The other day I sent an email to a great friend of mine, Walter, who is an outstanding mixing, recording and mastering music engineer/guru based in central Canada, and got my usual thoughtful and considerate response from him. 

I’d emailed Walter asking him for a touch of critique on a mix of an upcoming project, as well as recommendations for any tantalizing new plugins that might enhance the guitar sound on my project, and he sent me a few killer recommendations, but the one that stood out and piqued my curiousity was named, suspiciously, The God Particle

A wrathful Zeus, very upset with the title of this audio plug-in. Naturally, this was done in MidJourney. Scared yet?

Originally I thought the name was created out of hubris, because of course, what the heck kind of name is that for any kind of product?

So, I ended up grabbing a demo of the plug-in, and threw it into my guitars. And then my bass. And my vocals. And my drums.

I was hooked

What the heck was going on underneath the hood of this piece of audio magic?

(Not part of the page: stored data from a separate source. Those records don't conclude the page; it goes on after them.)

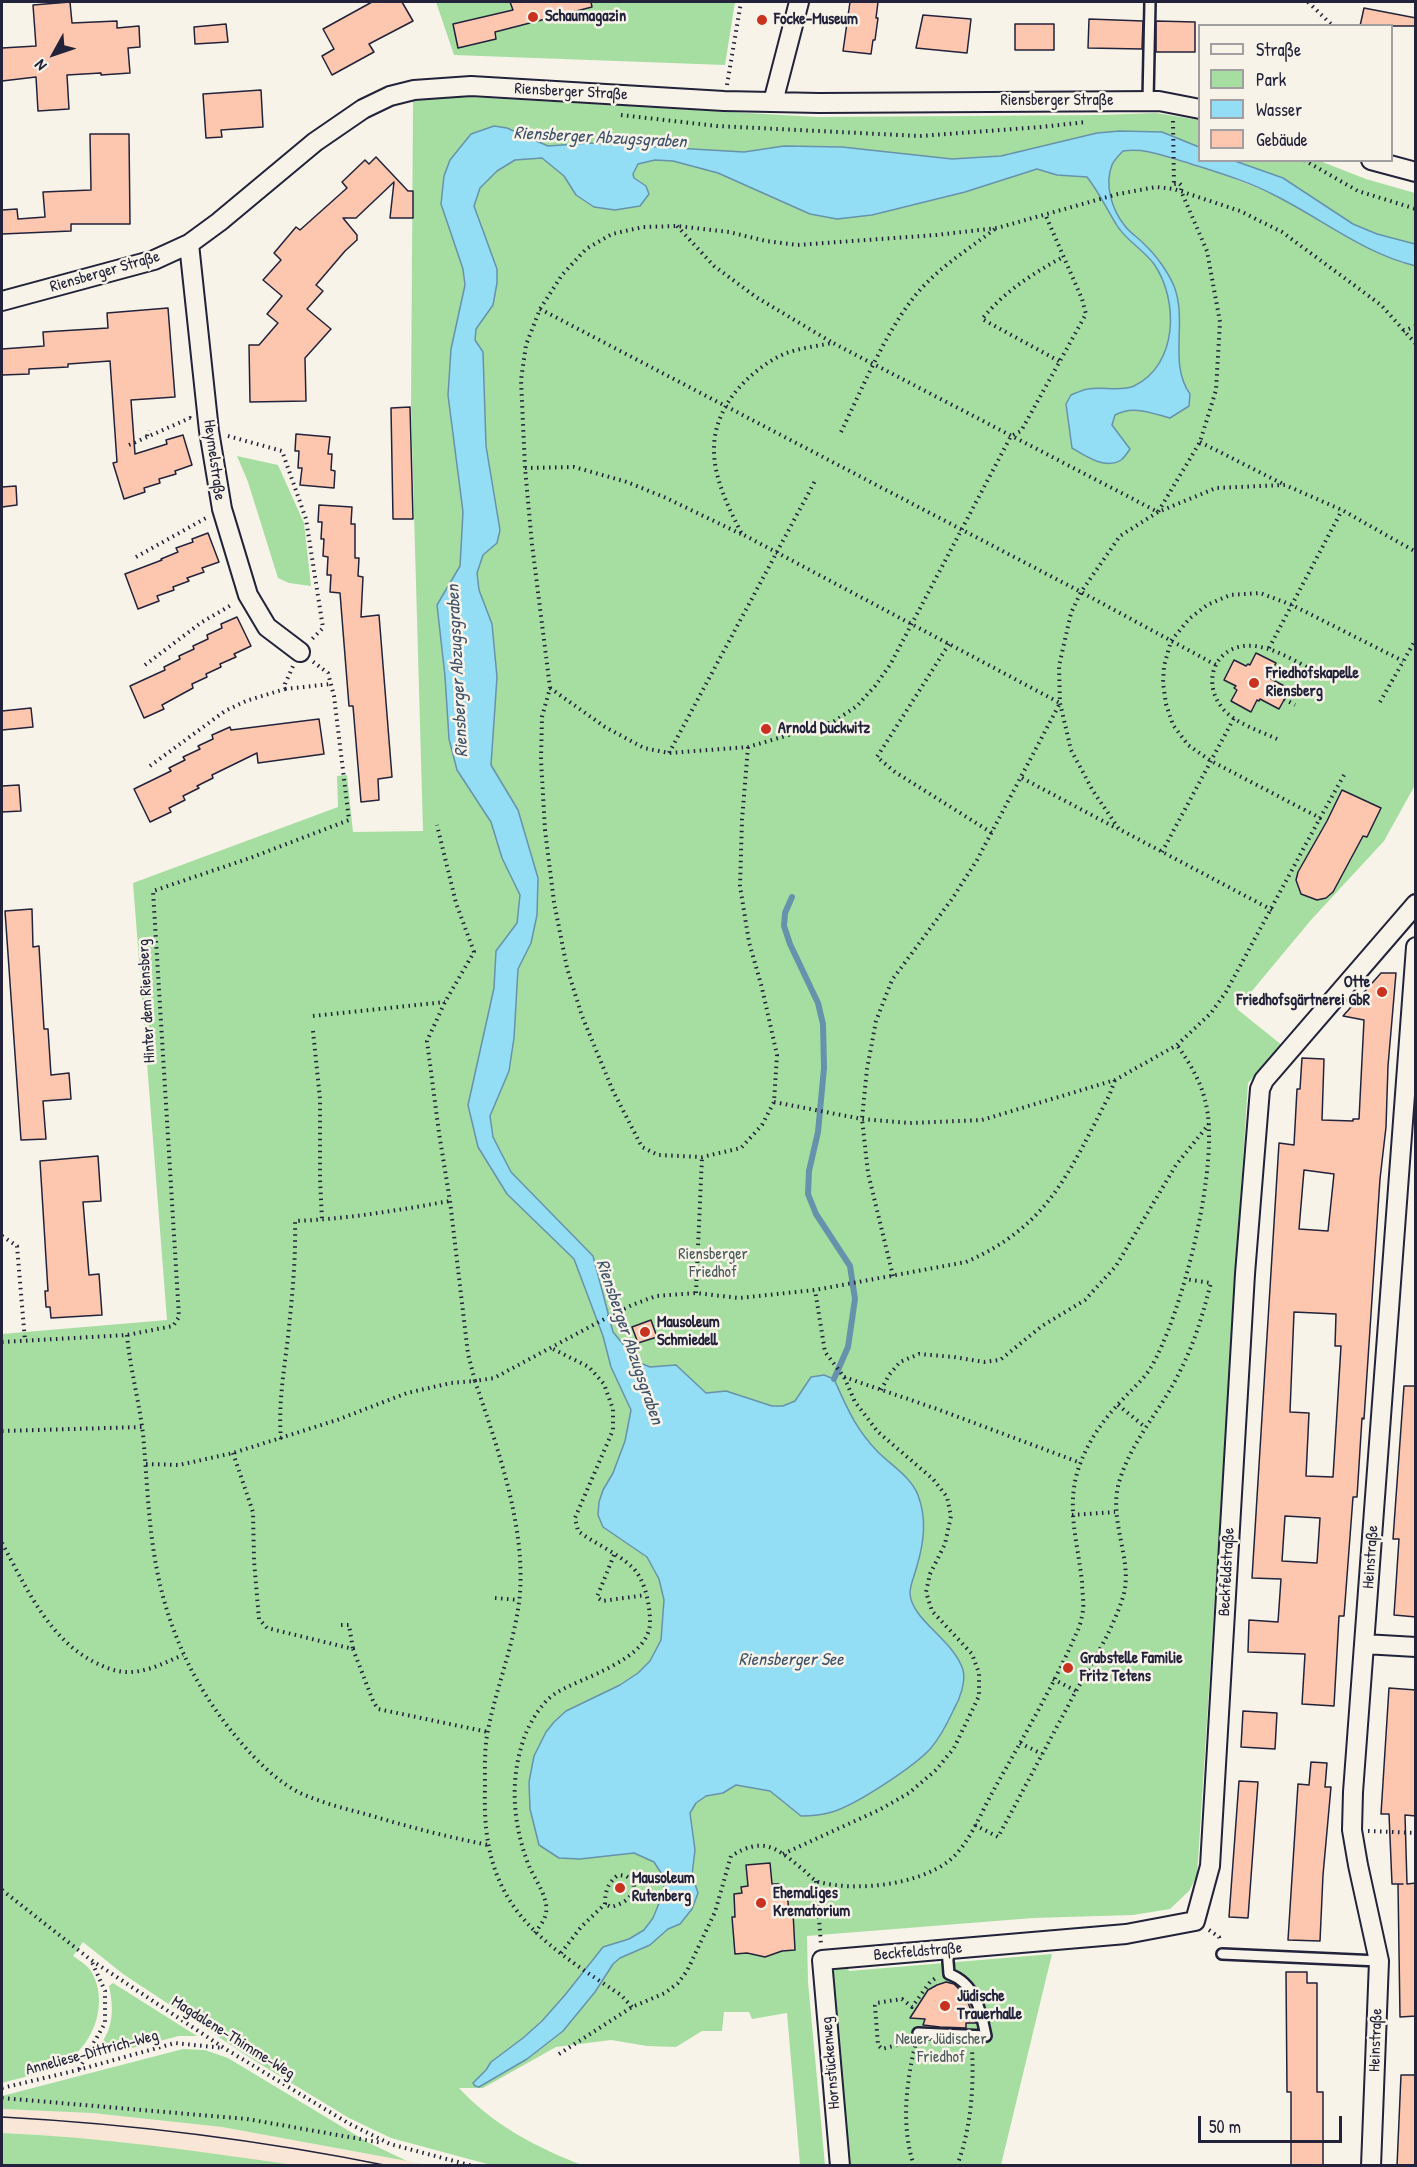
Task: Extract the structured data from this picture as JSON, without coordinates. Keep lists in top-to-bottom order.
{
  "streets": {
    "street": [
      "Riensberger Straße",
      "Heymelstraße",
      "Heinstraße",
      "Beckfeldstraße",
      "Hornstückenweg"
    ],
    "path": ["Hinter dem Riensberg", "Magdalene-Thimme-Weg", "Anneliese-Dittrich-Weg"]
  },
  "crossings": [
    ["Riensberger Straße", "Heymelstraße"],
    ["Beckfeldstraße", "Hornstückenweg"],
    ["Magdalene-Thimme-Weg", "Anneliese-Dittrich-Weg"]
  ],
  "water": ["Riensberger Abzugsgraben", "Riensberger See"],
  "parks": ["Riensberger Friedhof", "Neuer Jüdischer Friedhof"],
  "places": [
    "Schaumagazin",
    "Focke-Museum",
    "Friedhofskapelle Riensberg",
    "Arnold Duckwitz",
    "Otte Friedhofsgärtnerei GbR",
    "Mausoleum Schmiedell",
    "Grabstelle Familie Fritz Tetens",
    "Mausoleum Rutenberg",
    "Ehemaliges Krematorium",
    "Jüdische Trauerhalle"
  ],
  "legend": [
    "Straße",
    "Park",
    "Wasser",
    "Gebäude"
  ],
  "scale_bar": "50 m",
  "north": "bottom left"
}
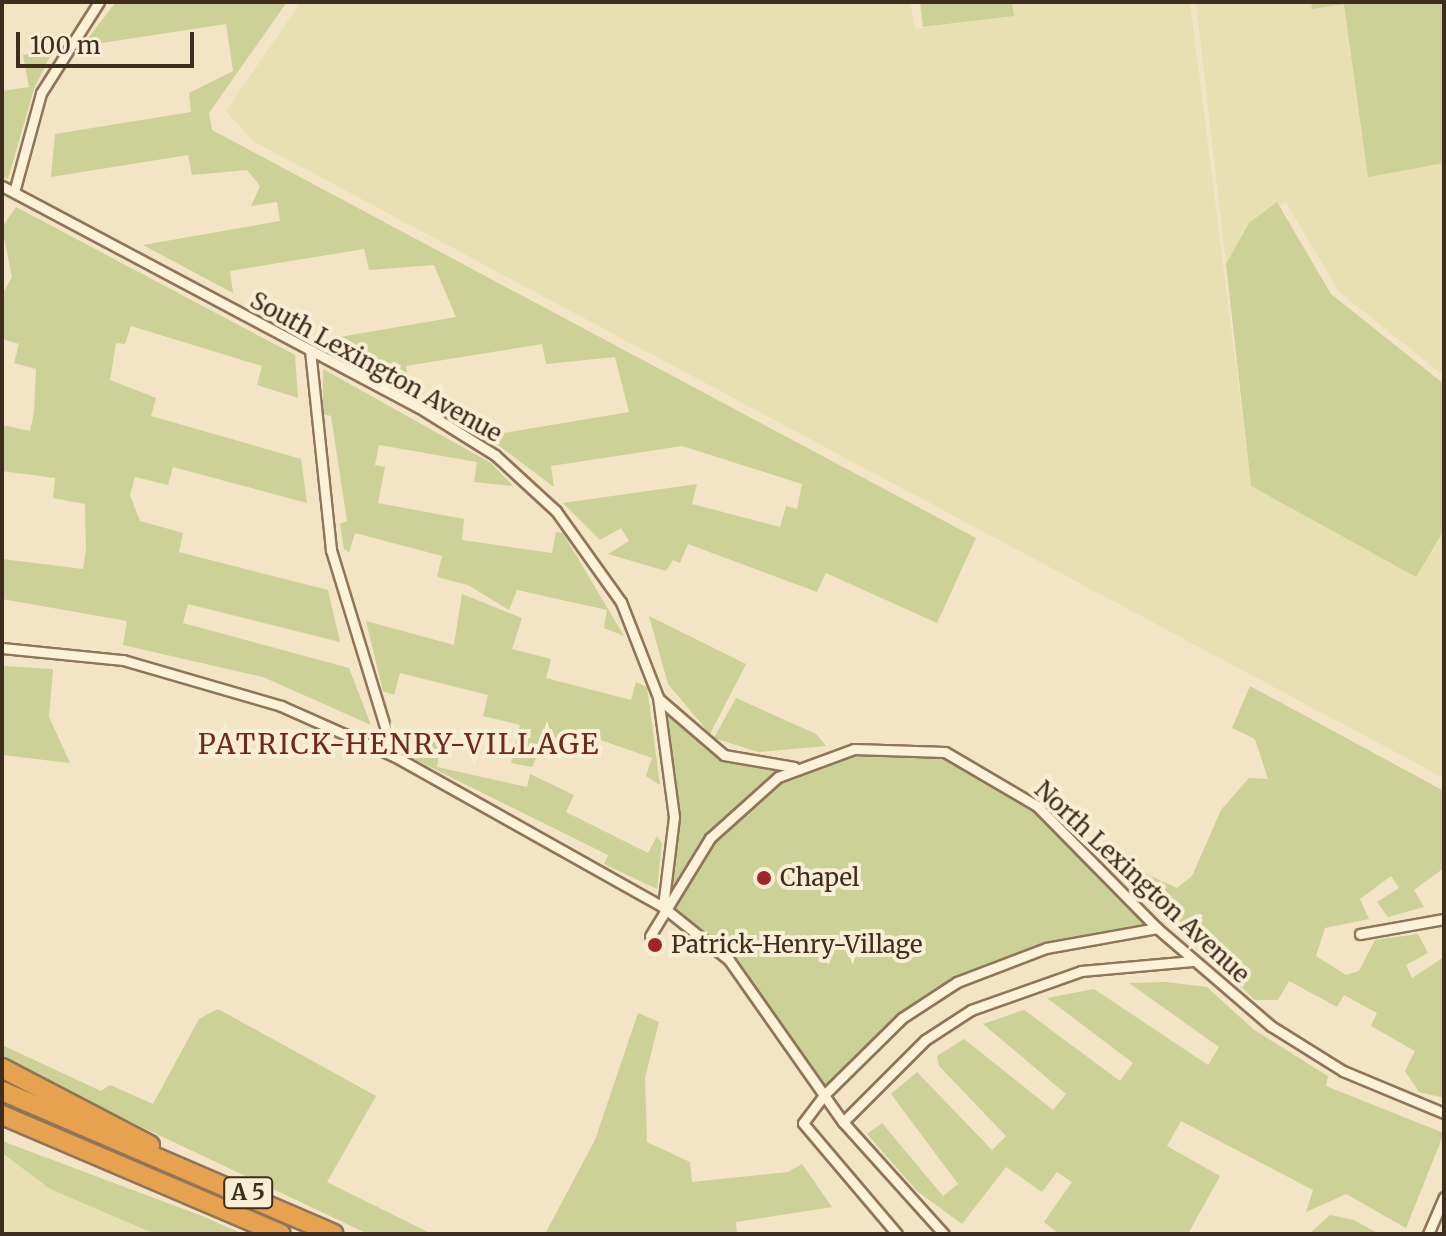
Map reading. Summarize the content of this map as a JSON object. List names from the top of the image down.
{
  "streets": {
    "highway": ["A 5"],
    "street": ["South Lexington Avenue", "North Lexington Avenue"]
  },
  "crossings": [
    ["South Lexington Avenue", "North Lexington Avenue"]
  ],
  "districts": ["PATRICK-HENRY-VILLAGE"],
  "places": ["Chapel", "Patrick-Henry-Village"],
  "scale_bar": "100 m"
}
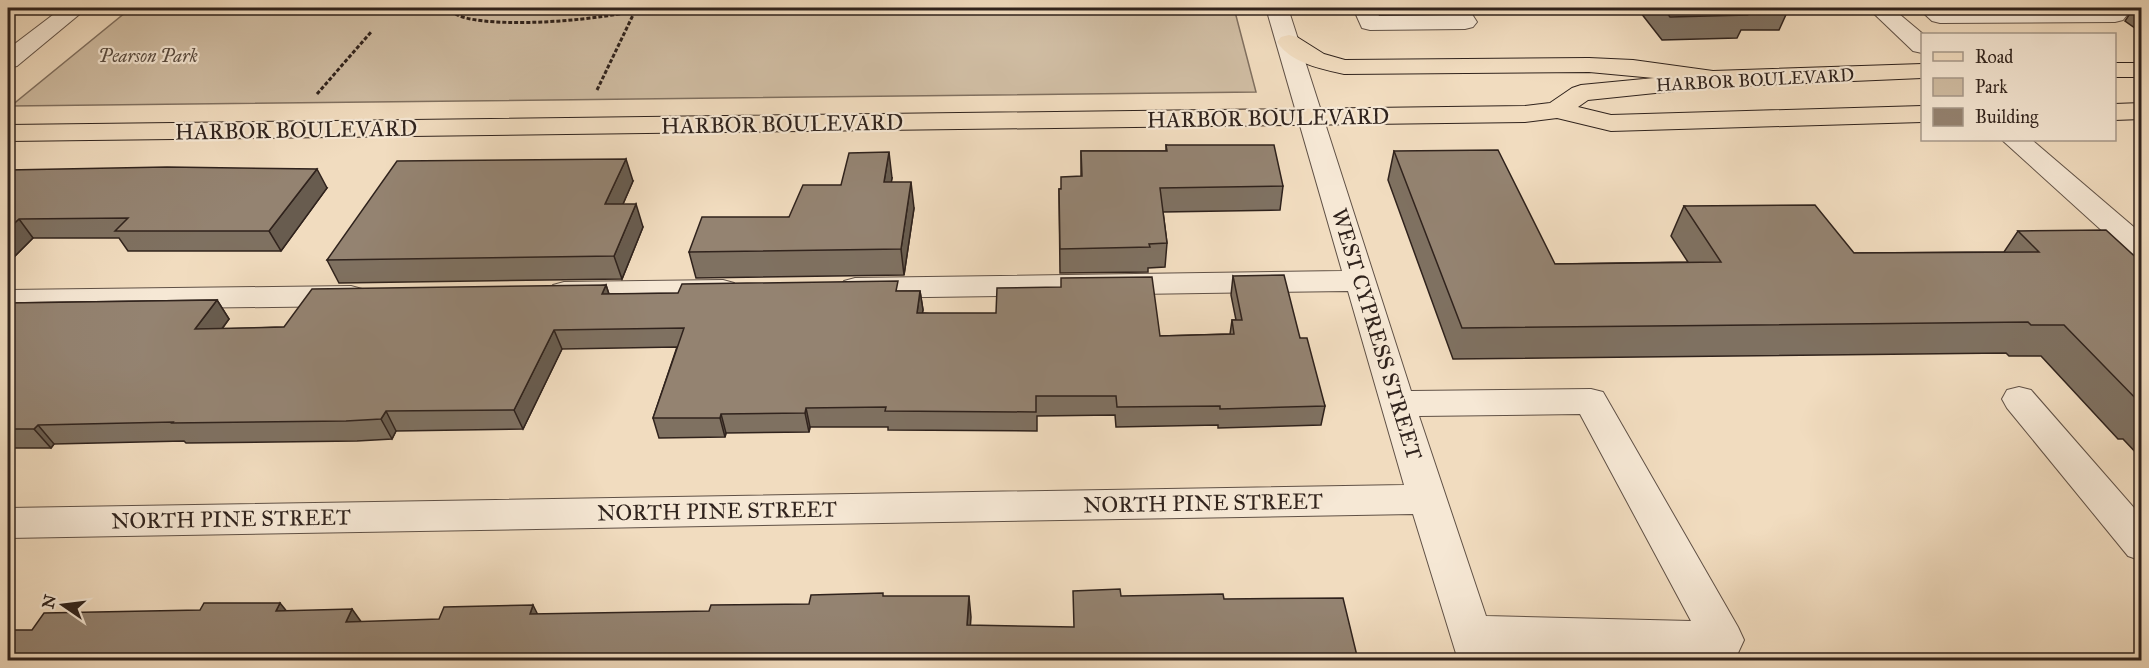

I asked myself if my mixing just sucked, if I just wasn’t processing things well – if I knew what I was doing at all.

There’s some talk in audio circles that there might be some AI going on with The God Particle, but even just the idea that there is makes me immediately apprehensive. There’s no definitive information out there that AI is being used, however. I became suspicious, but was also marvelling at what it was doing: it really was removing all the “suck” and enhanced all the “superb” in each mix bus.

It was like adding a water purification system to my lines for the first time.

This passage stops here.